A Melbourne, Mélida espère contre toute attente un retour
de Williams, que l'on croit disparu dans l'embuscade tendue par les voleurs
d'or. Fulton, qui s'est imposé comme ami de la famille, apprenant
un retour probable du jeune homme, enlève Mélida, pour laquelle
il s'est pris d'une folle passion (Acte IV). Au cours d'une scène
violente, Coopeur délivre Mélida et se rachète en
mettant fin aux agissements de Fulton, qu'il abat (Acte V).
Analyse
Enfant battue, Céleste Vénard se retrouva sur le trottoir
à 16 ans. Son goût pour les planches l'amena au théâtre
où elle devint «la Mogador», célébrée
jusque dans une chanson de Brassens cent ans plus tard. Son destin de
courtisane changea quand elle rencontra le comte de Chabrillan qui l'épousa
et l'emmena avec elle en Australie.
Céleste revint vite en France mais ramena de ce bref séjour
aux antipodes le goût d'écrire. Son premier roman, Les
voleurs d'or, eut un tel succès que ses amis proposèrent
à la comtesse d'en tirer un drame. Et c'est là qu'intervient
Dumas, qui tire la pièce du désastre - et de l'oubli - en
la repensant avec tout son génie dramatique.
Y eut-il autre chose entre Céleste et Alexandre que cette collaboration
littéraire?
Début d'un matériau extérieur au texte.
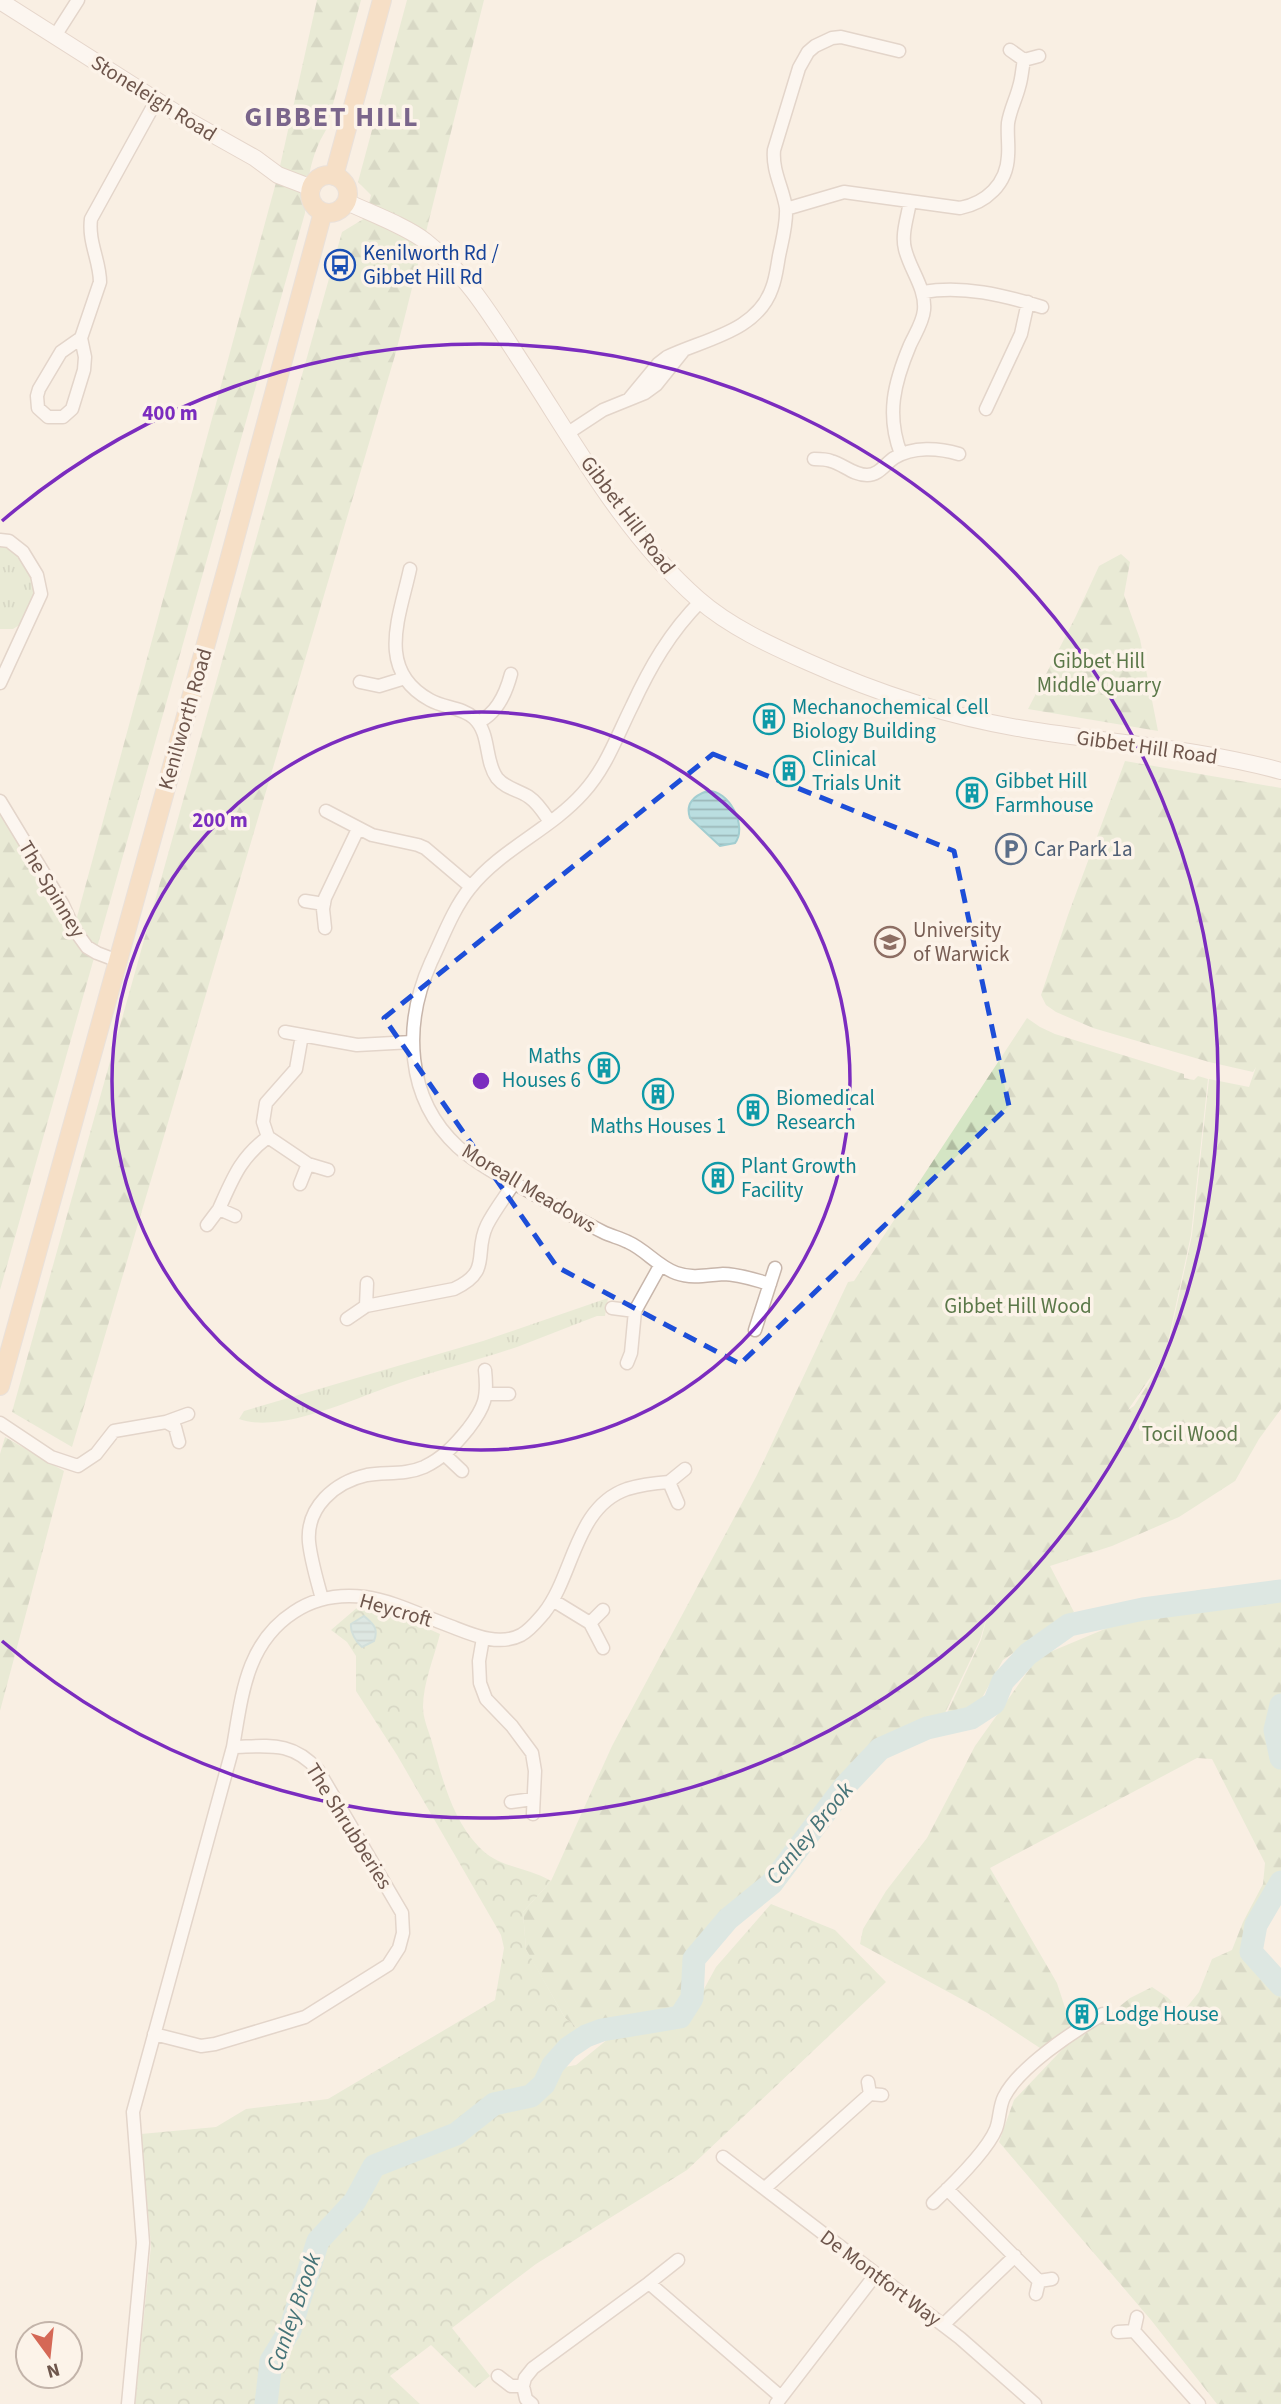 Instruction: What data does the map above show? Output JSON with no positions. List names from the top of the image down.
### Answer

Les biographes sont partagés sur la question.
En revanche, ils s'accordent tous sur la paternité de l'oeuvre
dramatique, authentifiée par le chercheur canadien Réginald
Hamel il y a quelques années, et finalement publiée sous
le seul nom d'Alexandre Dumas au printemps 2006, chez Stanké (Québec).
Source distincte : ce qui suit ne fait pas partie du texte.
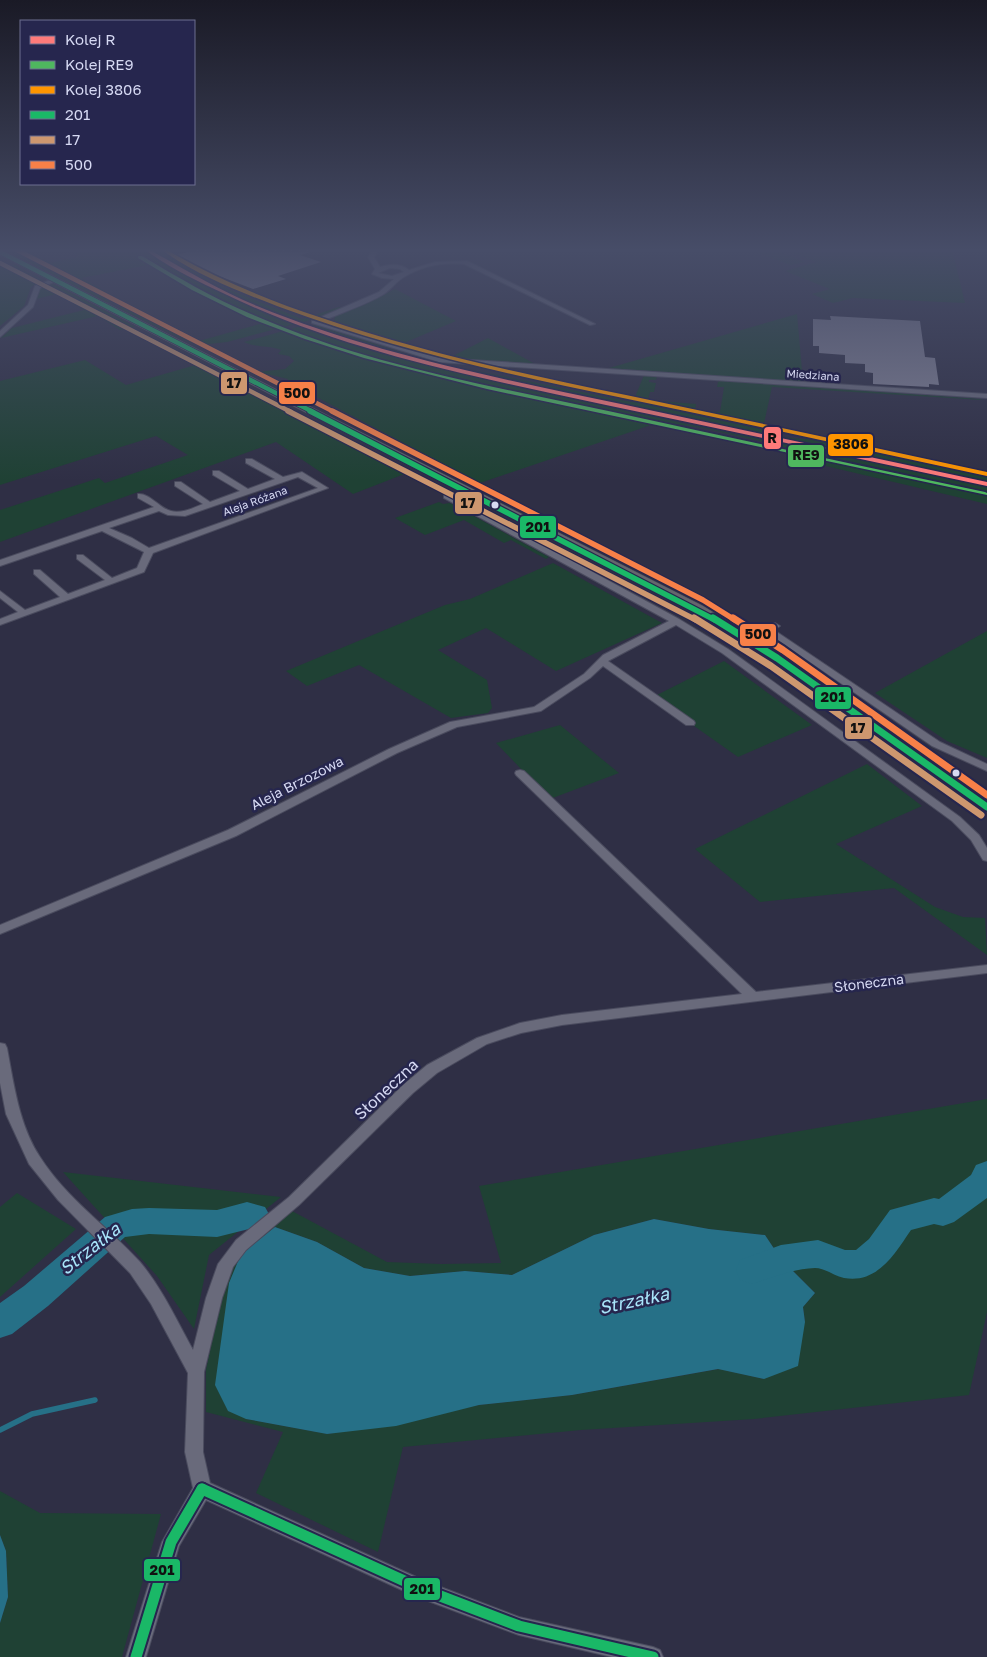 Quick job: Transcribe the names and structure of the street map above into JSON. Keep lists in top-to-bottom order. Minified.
{"streets":{"street":["Miedziana","Aleja Różana","Aleja Brzozowa","Słoneczna"]},"water":["Strzałka"],"lines":["rail line R","rail line RE9","rail line 3806","transit line 201","transit line 17","transit line 500"],"legend":["Kolej R","Kolej RE9","Kolej 3806","201","17","500"]}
Créée en 1864, en même temps que Les
Mohicans de Paris, la pièce appartient au dernier théâtre
de Dumas, préoccupé alors d'ultimes adaptations romanesques
(Joseph Balsamo achevé par son
fils) ou shakespeariennes (Roméo
et Juliette) et de drames modernes, post-romantiques.
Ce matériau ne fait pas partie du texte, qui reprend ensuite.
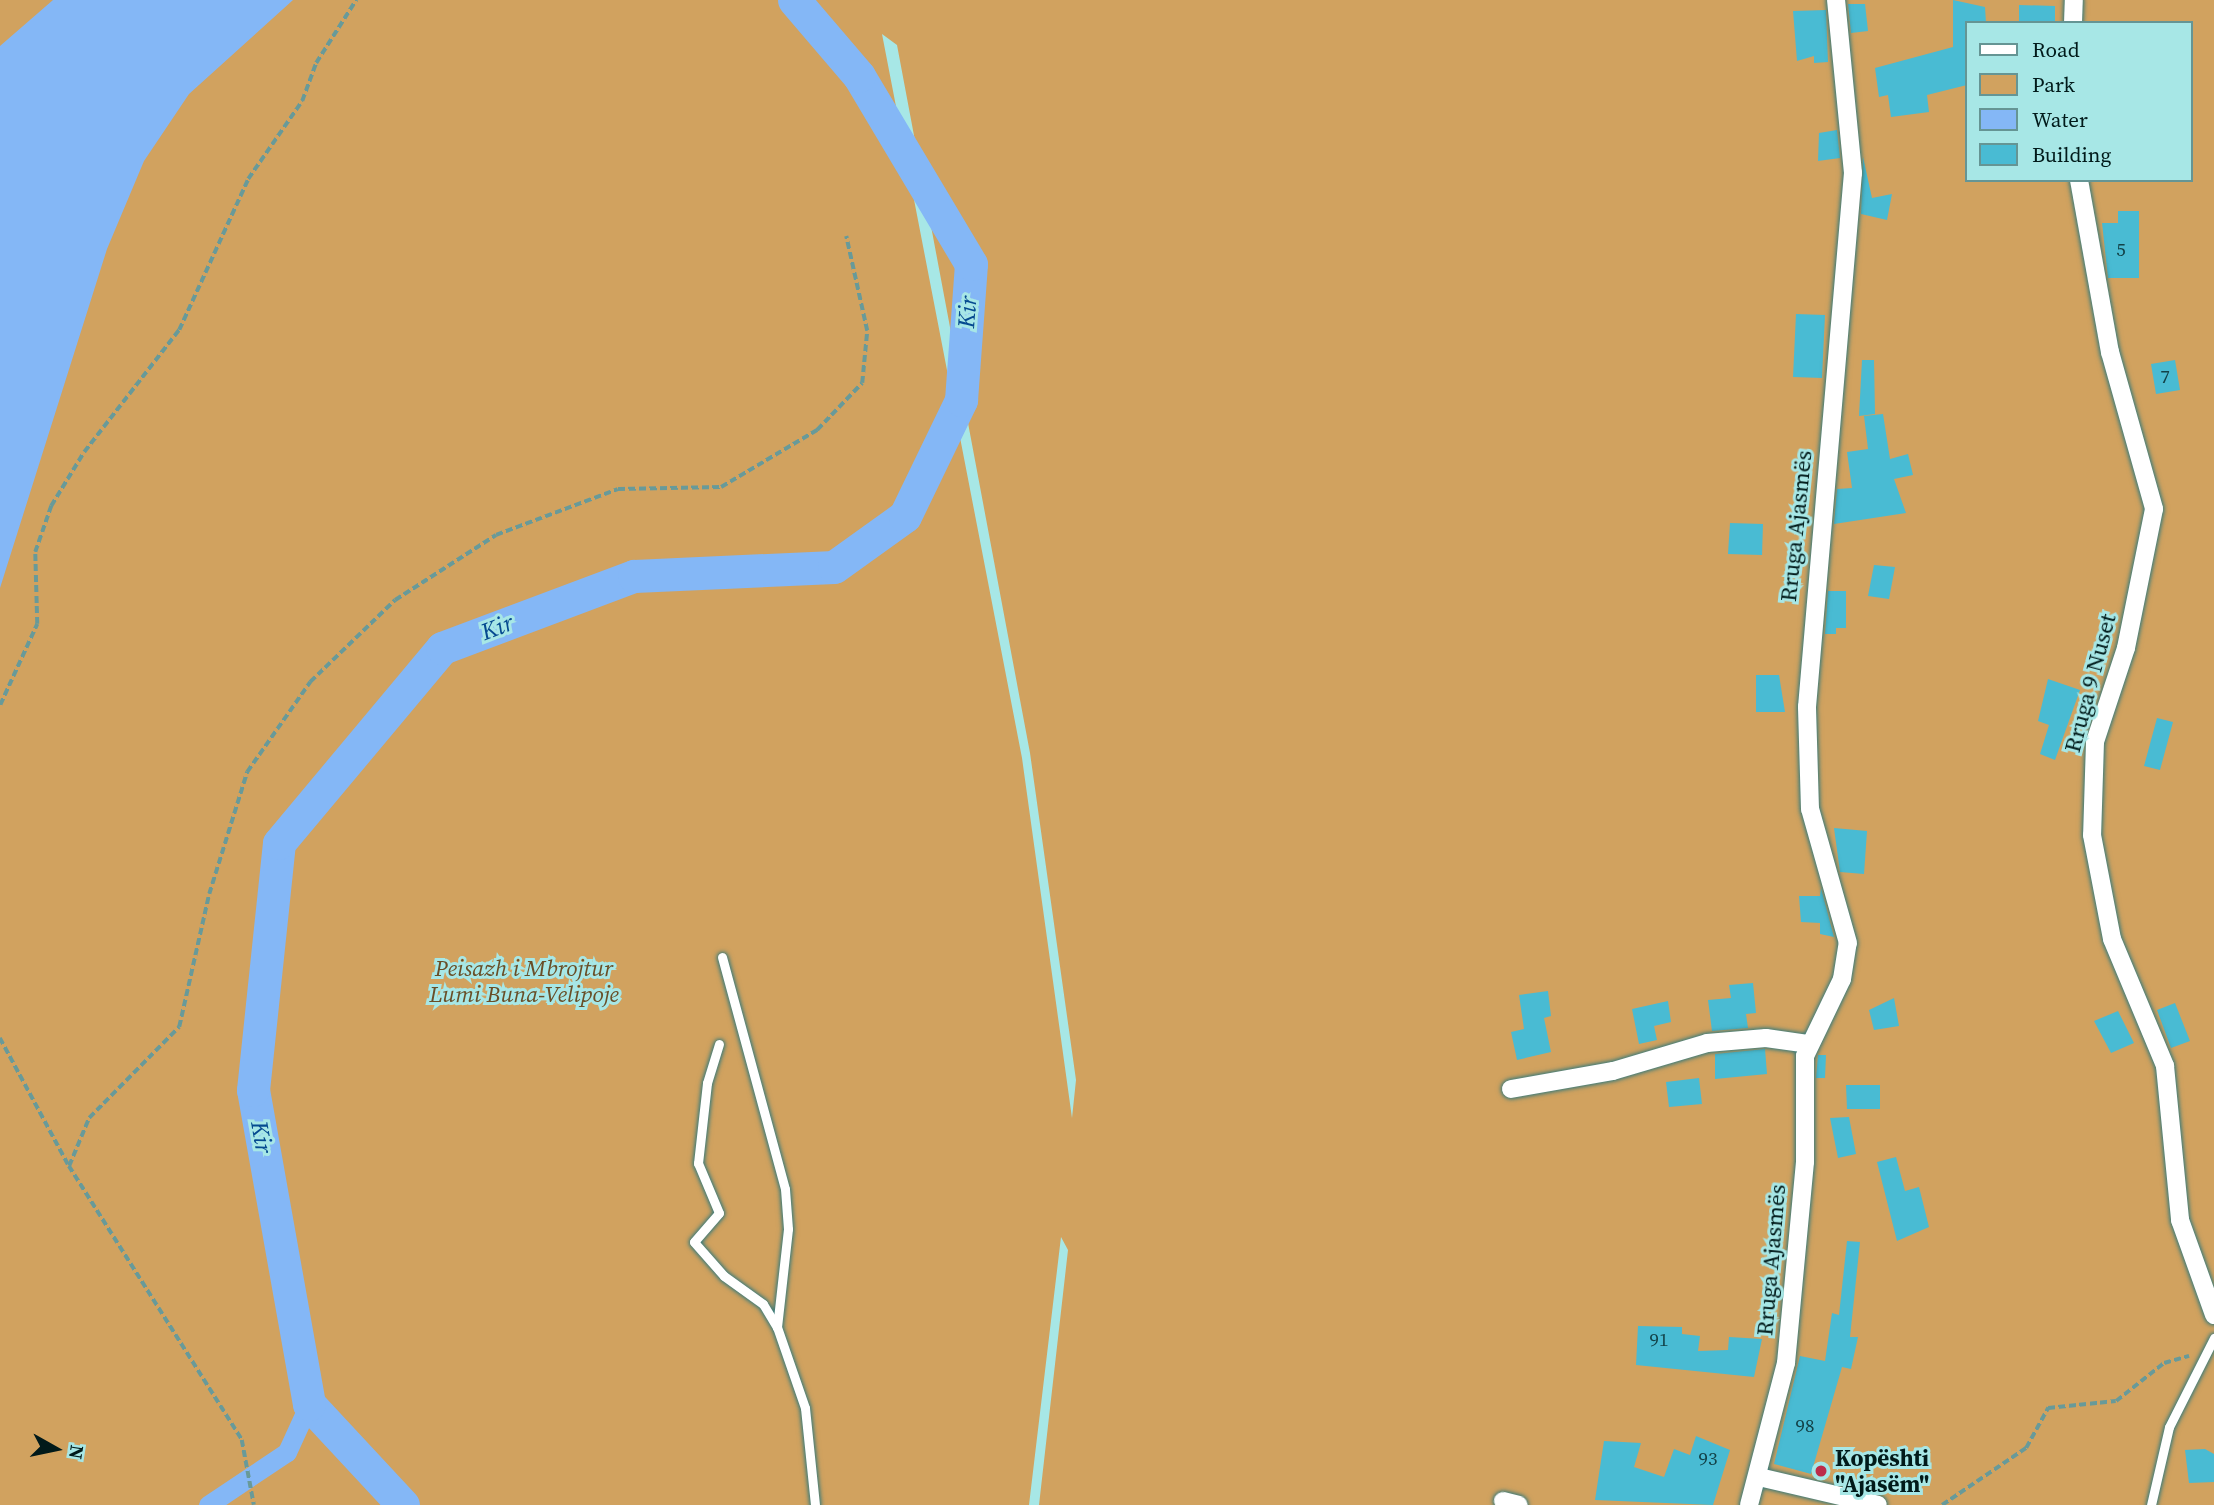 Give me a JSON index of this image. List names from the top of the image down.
{
  "streets": {
    "street": ["Rruga Ajasmës", "Rruga 9 Nuset"]
  },
  "water": ["Kir"],
  "parks": ["Peisazh i Mbrojtur Lumi Buna-Velipoje"],
  "places": ["Kopështi \"Ajasëm\""],
  "house_numbers": [
    "5",
    "7",
    "91",
    "98",
    "93"
  ],
  "legend": [
    "Road",
    "Park",
    "Water",
    "Building"
  ],
  "north": "right"
}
Les voleurs d'or tombe à pic,
pourrait-on dire. Adaptation, drame moderne (l'action est presque contemporaine),
souvenirs de Shakespeare aidant (la fosse creusée par Coopeur à
l'acte III qui doit devenir son tombeau), Dumas revient sur des thèmes
de prédilection de son théâtre: sens de la culpabilité,
impossible rédemption des assassins, corruption de l'or. En même
temps, il explore les voies nouvelles du mélodrame de ce temps.
La veine populaire héritée des Mystères
de Paris (1842), renouvelée par Les
Misérables de Victor Hugo (1862), dont on retrouve l'influence
dans Les Mohicans
de Paris, donne alors naissance à un mélodrame de moeurs
évoluant vers l'esthétique naturaliste, où s'illustrent
des collaborateurs de Dumas comme Anicet-Bourgeois ou Paul Meurice, Dumas
fils, et Hugo lui-même avec Mille francs
de récompense (écrit en 1866 et publié en
1934).
Confiné pour des raisons politiques évidentes entre mélo
et vaudeville le théâtre se cherche aussi du côté
de l'exotisme, le mélo d'aventures et d'exploration, avec Anicet-Bourgeois
et un autre collaborateur de Dumas, Xavier de Montépin par exemple.
Si Dumas, comme Balzac, fut marqué par l'oeuvre de Fenimore Cooper,
cela ne l'amena pas à promener des personnages dans le Nouveau
monde; ses Mohicans sont de Paris. En revanche, le roman de Céleste
Mogador lui donne l'occasion de concocter un véritable petit western
australien haut en couleurs, avec chercheurs d'or, convicts évadés,
attaque de diligence, embuscade en forêt, etc...
L'action est ponctuée de scènes parfois violentes; et si,
contrairement au roman, Mélida n'y est pas violée par Fulton,
on y échange moult coups de feu. Ce n'est pas le moindre intérêt
de ce quasi inédit... très cinématographique.